## Task instructions:
Please repeat the records word for word and skip the pictures.
____________
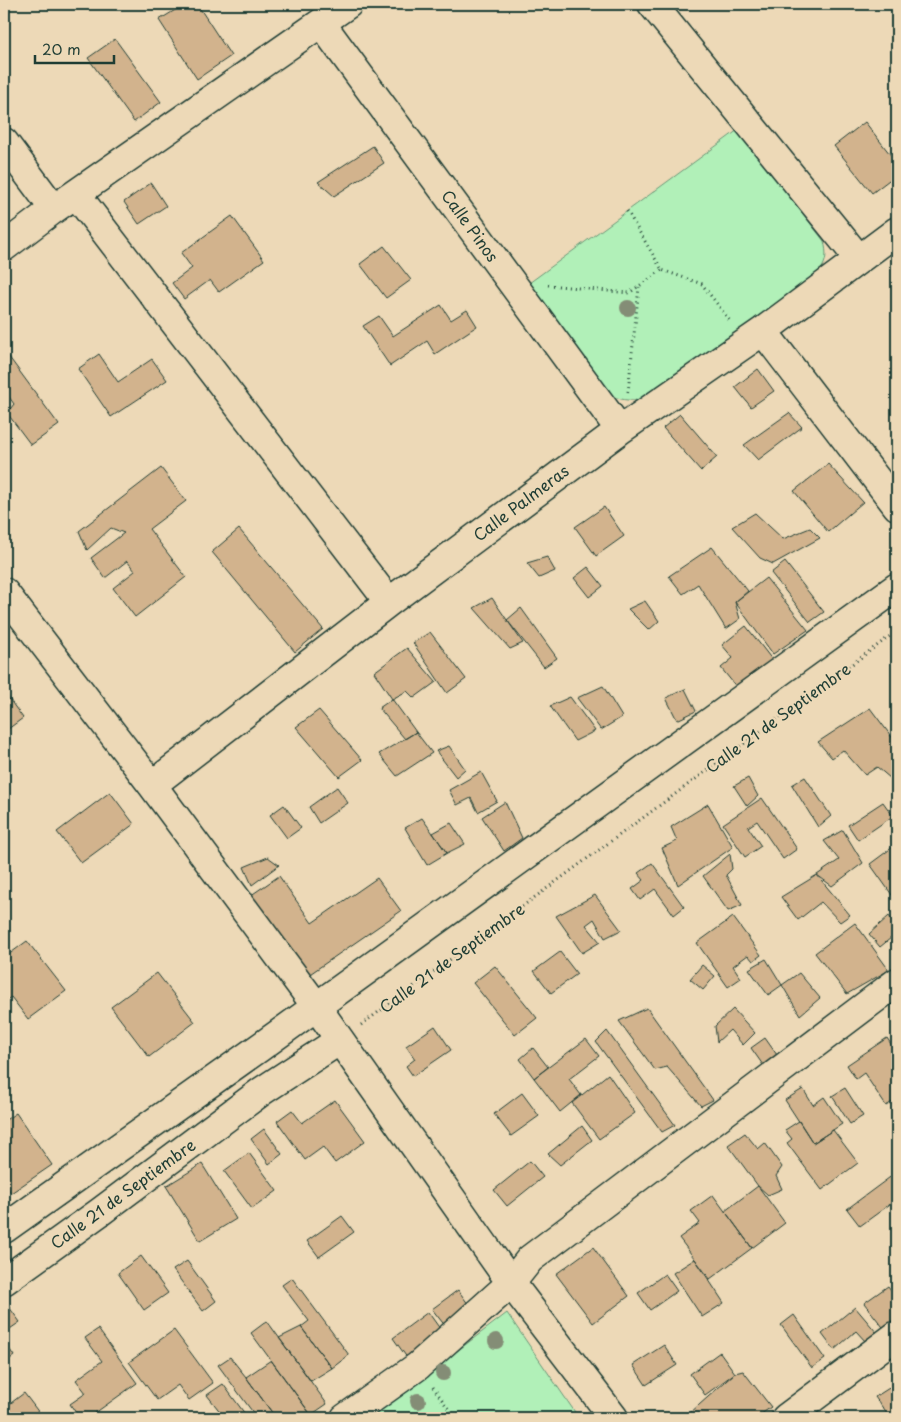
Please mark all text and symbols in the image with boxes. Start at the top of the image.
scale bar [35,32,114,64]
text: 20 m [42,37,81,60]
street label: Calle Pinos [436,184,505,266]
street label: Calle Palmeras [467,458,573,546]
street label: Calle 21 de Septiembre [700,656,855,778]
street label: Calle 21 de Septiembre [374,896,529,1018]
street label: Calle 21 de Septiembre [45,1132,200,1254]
____________
## Exercise response:
Please mark all text and symbols in the image with boxes. Start at the top of the image.
scale bar [35,32,114,64]
text: 20 m [42,37,81,60]
street label: Calle Pinos [436,184,505,266]
street label: Calle Palmeras [467,458,573,546]
street label: Calle 21 de Septiembre [700,656,855,778]
street label: Calle 21 de Septiembre [374,896,529,1018]
street label: Calle 21 de Septiembre [45,1132,200,1254]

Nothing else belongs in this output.